How to Fix Your Sleep Cycle

When you’ve learned that you spend about a third of your life sleeping, that is about 26 years - It’ll be illogical to ignore its significance. It serves primary functions like muscle growth, tissue repair, hormonal synthesis and mental health and of course our favourite - beauty sleep. So let’s get to know ways we can reduce the risks of falling ill.

  1. Our body craves consistency. Go to bed and wake up at the same time every single day.

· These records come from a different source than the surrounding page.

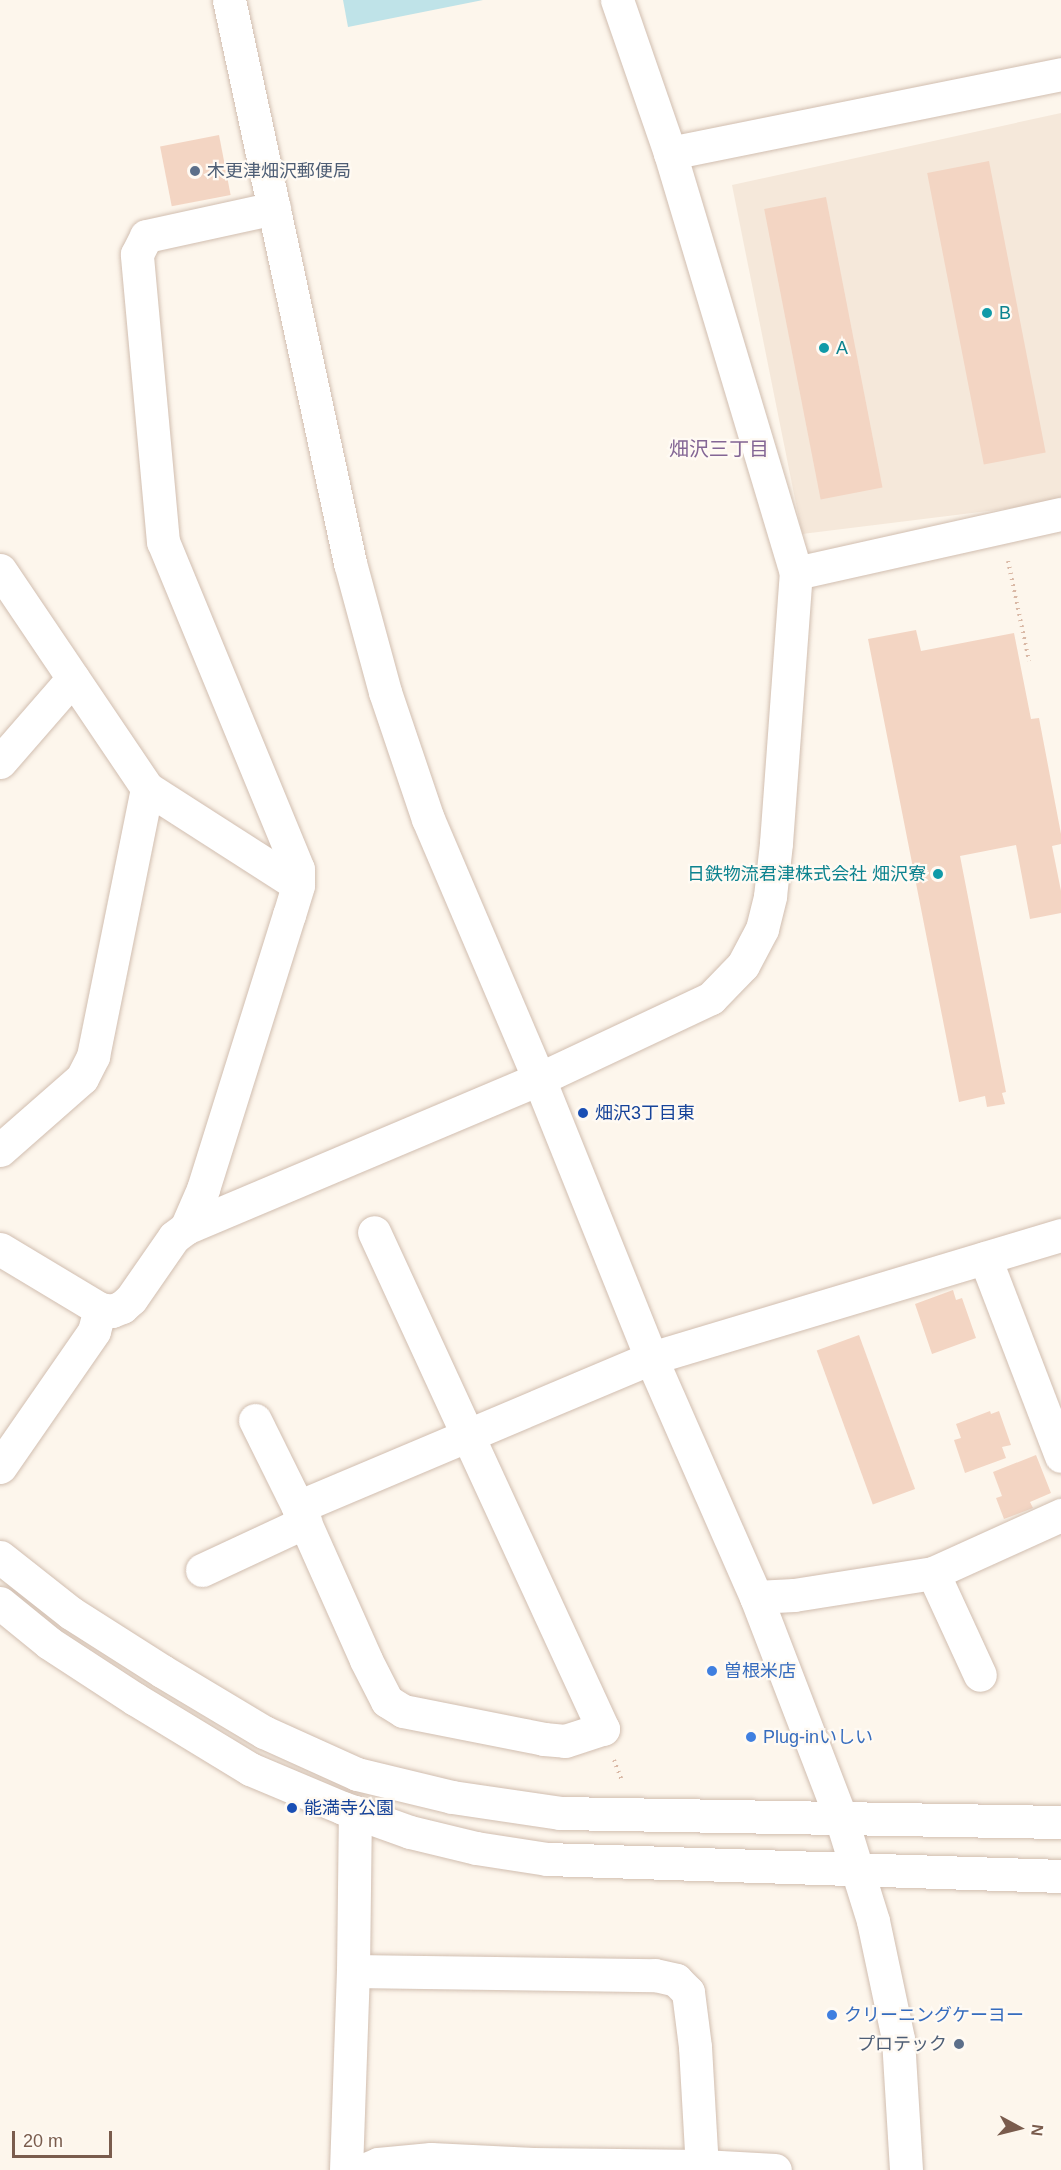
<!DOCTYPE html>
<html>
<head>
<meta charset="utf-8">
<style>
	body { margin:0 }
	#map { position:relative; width:1061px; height:2170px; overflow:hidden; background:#fdf6ec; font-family:Arial,"Noto Sans JP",sans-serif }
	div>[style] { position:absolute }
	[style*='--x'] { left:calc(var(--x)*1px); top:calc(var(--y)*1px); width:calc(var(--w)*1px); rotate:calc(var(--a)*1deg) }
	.residential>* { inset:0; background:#f5e8da }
	.water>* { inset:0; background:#bfe3e8 }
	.building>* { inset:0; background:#f3d5c3; transform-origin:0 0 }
	.path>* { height:4px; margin-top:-2px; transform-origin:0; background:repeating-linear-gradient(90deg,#d9b8a5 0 1.5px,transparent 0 6px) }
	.roads { filter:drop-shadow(0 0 2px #d1beb0) drop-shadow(0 0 2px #d1beb0) }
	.minor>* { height:33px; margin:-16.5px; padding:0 16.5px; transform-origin:16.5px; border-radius:16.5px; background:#fff }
	.dots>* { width:16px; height:16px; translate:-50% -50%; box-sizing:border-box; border:3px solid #fffaf3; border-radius:50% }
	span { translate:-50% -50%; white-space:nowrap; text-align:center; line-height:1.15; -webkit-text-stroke:4.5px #fffaf3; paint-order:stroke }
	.service-label { font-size:18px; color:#4e5e75 }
	.left { translate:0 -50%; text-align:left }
	.right { translate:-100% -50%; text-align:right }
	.culture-label { font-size:18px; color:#0d838f }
	.transit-label { font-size:18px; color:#164399 }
	.shop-label { font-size:18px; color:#366cbe }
	.neighbourhood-label { font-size:20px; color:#846695 }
	.north { position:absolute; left:989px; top:2098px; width:60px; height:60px; -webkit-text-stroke:4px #fffaf3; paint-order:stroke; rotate:97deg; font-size:16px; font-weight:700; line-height:24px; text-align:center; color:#7a5c4d }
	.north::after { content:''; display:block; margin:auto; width:21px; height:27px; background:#7a5c4d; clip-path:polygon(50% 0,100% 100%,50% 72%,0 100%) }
	.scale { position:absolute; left:12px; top:2131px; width:100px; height:27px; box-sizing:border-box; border:3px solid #7a5c4d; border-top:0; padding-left:8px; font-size:18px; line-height:21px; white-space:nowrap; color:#7a5c4d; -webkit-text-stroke:4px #fffaf3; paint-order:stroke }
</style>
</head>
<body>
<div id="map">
	<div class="residential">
		<div style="clip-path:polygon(1061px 113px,1061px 502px,802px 534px,732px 185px)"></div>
	</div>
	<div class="water">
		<div style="clip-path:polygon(343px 0,483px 0,348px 27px)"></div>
	</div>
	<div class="building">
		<div style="left:219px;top:135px;width:61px;height:60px;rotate:79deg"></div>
		<div style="left:989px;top:161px;width:297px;height:63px;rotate:79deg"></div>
		<div style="left:826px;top:197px;width:296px;height:63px;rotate:79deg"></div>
		<div style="clip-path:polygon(916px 630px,921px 651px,1014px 633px,1031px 719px,1039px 718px,1061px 834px,1061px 844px,1052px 846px,1061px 891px,1061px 913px,1030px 919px,1016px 845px,960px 856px,1006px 1092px,1002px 1093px,1005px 1104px,987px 1107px,985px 1096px,959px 1102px,868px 639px)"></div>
		<div style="clip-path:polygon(953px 1290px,956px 1300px,962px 1298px,976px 1338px,932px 1354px,915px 1304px)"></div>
		<div style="left:859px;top:1335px;width:164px;height:45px;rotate:70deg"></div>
		<div style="clip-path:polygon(990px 1411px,991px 1414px,999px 1411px,1011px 1445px,1002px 1447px,1006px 1458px,965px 1473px,954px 1440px,961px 1438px,956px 1424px)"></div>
		<div style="clip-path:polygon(1036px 1455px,1051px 1493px,1030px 1502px,1033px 1508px,1004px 1519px,996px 1498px,1002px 1496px,993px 1472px)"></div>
	</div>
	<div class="path">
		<div style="--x:1008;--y:561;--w:102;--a:78.1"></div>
		<div style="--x:614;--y:1760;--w:22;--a:69"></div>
	</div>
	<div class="roads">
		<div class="minor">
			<div style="--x:229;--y:0;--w:576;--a:77.87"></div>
			<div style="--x:350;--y:563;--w:134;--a:74.8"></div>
			<div style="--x:385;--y:692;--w:134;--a:71.3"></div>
			<div style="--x:428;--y:819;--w:283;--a:66.9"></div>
			<div style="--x:539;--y:1079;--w:301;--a:68.1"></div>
			<div style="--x:651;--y:1358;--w:261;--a:66.3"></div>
			<div style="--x:756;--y:1597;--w:237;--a:69"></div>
			<div style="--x:841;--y:1818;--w:108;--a:72.7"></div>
			<div style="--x:873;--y:1921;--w:121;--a:78"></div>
			<div style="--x:898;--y:2039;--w:131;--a:86.5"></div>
			<div style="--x:670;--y:153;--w:399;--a:-11.4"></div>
			<div style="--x:0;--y:570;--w:263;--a:56"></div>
			<div style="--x:147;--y:788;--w:179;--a:32.7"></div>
			<div style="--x:796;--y:573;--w:271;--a:-12.6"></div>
			<div style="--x:0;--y:762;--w:111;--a:-49"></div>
			<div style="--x:0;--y:1150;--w:109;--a:-41.3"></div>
			<div style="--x:82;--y:1078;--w:25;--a:-63"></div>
			<div style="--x:93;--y:1056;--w:273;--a:-78.6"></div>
			<div style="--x:186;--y:1228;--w:43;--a:-66.4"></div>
			<div style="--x:203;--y:1189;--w:287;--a:-72.6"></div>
			<div style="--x:289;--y:915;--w:31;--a:-73"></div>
			<div style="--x:298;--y:885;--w:16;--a:-90"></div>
			<div style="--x:298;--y:869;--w:354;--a:-112.4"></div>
			<div style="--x:163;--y:542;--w:289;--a:-95.2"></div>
			<div style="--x:137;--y:254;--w:20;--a:-63"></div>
			<div style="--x:146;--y:236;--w:131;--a:-12.3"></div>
			<div style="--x:0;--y:1249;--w:117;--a:31"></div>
			<div style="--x:100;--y:1309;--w:12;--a:9"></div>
			<div style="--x:112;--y:1311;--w:11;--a:-22"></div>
			<div style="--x:122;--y:1307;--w:12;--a:-42"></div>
			<div style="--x:131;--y:1299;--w:75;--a:-55.3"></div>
			<div style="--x:174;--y:1237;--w:15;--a:-37"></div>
			<div style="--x:186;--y:1228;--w:383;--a:-22.9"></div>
			<div style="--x:539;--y:1079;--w:190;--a:-25.2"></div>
			<div style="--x:711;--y:998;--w:46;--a:-45.9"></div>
			<div style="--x:743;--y:965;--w:41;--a:-62.2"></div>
			<div style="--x:762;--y:929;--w:34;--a:-76"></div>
			<div style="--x:770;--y:896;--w:53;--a:-83.5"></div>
			<div style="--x:776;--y:843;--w:271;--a:-85.8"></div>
			<div style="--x:796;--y:573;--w:438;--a:-106.7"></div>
			<div style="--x:670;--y:153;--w:162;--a:-109.1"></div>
			<div style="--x:985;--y:1258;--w:212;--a:69"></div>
			<div style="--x:255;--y:1420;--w:97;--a:63.7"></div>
			<div style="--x:298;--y:1507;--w:167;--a:66"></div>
			<div style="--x:366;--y:1660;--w:46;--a:62.9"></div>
			<div style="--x:387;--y:1701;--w:19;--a:32"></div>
			<div style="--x:403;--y:1711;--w:144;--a:11.2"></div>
			<div style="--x:544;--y:1739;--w:21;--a:5"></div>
			<div style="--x:565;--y:1741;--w:40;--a:-18"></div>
			<div style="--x:603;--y:1729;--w:547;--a:-114.74"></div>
			<div style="--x:0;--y:1467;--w:165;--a:-55.3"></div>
			<div style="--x:94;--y:1331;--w:23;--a:-75"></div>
			<div style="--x:298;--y:1507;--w:383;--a:-22.9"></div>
			<div style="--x:651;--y:1358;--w:428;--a:-16.7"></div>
			<div style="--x:0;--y:1557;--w:90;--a:38.3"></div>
			<div style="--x:71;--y:1613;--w:108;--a:32.5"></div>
			<div style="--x:162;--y:1671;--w:119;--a:30.9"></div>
			<div style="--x:264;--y:1732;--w:102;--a:24.3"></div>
			<div style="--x:357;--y:1774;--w:98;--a:13.6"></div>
			<div style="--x:452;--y:1797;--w:109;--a:8.4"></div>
			<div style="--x:560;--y:1813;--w:501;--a:1.03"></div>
			<div style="--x:202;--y:1570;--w:114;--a:-25"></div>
			<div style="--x:933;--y:1573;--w:112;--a:65.3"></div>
			<div style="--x:756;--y:1597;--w:38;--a:-3"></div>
			<div style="--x:794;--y:1595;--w:141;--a:-9"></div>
			<div style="--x:933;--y:1573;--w:141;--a:-24.4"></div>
			<div style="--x:0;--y:1603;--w:63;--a:39.2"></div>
			<div style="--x:49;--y:1643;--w:103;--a:33.1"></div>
			<div style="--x:135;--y:1699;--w:135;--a:31.3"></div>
			<div style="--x:250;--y:1769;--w:101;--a:22.8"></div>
			<div style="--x:343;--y:1808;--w:71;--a:19.7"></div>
			<div style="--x:410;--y:1832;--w:68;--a:13.6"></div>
			<div style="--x:476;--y:1848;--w:72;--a:8.8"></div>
			<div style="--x:547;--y:1859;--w:514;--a:1.89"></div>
			<div style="--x:353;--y:1971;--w:302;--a:0.8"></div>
			<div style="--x:655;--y:1975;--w:22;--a:13"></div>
			<div style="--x:676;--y:1980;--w:17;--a:45"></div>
			<div style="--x:688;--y:1992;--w:55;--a:82.7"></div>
			<div style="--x:695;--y:2047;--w:123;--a:86.7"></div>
			<div style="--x:346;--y:2170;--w:199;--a:-88"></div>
			<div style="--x:353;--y:1971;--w:159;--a:-89.3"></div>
			<div style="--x:364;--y:2170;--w:15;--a:-23"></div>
			<div style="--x:378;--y:2164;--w:53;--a:-5.4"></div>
			<div style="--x:431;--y:2159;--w:102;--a:2.8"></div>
			<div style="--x:533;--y:2164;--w:169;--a:0.7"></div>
			<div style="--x:702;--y:2166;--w:73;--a:3.1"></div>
		</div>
	</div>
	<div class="dots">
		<div style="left:195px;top:171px;background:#5c6f8a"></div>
		<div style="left:987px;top:313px;background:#0f9aa8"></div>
		<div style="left:824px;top:348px;background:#0f9aa8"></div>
		<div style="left:938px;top:874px;background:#0f9aa8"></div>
		<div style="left:583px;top:1113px;background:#1a4fb4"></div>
		<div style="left:712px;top:1671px;background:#3f7fe0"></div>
		<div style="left:751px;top:1737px;background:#3f7fe0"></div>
		<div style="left:292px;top:1808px;background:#1a4fb4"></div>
		<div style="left:832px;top:2015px;background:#3f7fe0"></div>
		<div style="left:959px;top:2044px;background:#5c6f8a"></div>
	</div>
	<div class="service-label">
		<span class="left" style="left:207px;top:171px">木更津畑沢郵便局</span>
		<span class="right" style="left:947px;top:2044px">プロテック</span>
	</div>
	<div class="culture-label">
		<span class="left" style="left:999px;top:313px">B</span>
		<span class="left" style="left:836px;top:348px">A</span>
		<span class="right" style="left:926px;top:874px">日鉄物流君津株式会社 畑沢寮</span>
	</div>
	<div class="transit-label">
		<span class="left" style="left:595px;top:1113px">畑沢3丁目東</span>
		<span class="left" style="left:304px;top:1808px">能満寺公園</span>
	</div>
	<div class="shop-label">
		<span class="left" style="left:724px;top:1671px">曽根米店</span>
		<span class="left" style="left:763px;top:1737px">Plug-inいしい</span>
		<span class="left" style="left:844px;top:2015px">クリーニングケーヨー</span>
	</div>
	<div class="neighbourhood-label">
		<span style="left:719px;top:449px">畑沢三丁目</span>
	</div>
	<div class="north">N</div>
	<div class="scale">20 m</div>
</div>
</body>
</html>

Yes, that includes weekends as well.
  2. Avoid smoking, alcohol intake or caffeine close to bedtime.
  3. Create a proper sleeping environment by closing curtains, lighting aromatic candles or white noise. Lack of lights signals your body that it’s time to sleep.
  4. Do not catch up on lost sleep during the day. Taking midday naps can ruin your sleep habits.
  5. Do not exercise or eat close to bedtime. Exercise releases endorphins which keep the body alert.
  6. Learn to manage your worrying thoughts with meditation and mindfulness skills.

By keeping a sleep journal, changing your cotton bedding or meditating, it’s important to do whatever it takes to get quality sleep. Mood swings, fatigue, anxiety and depression are just some of the side effects. Take care of yourself and your mental well being with good sleep habits.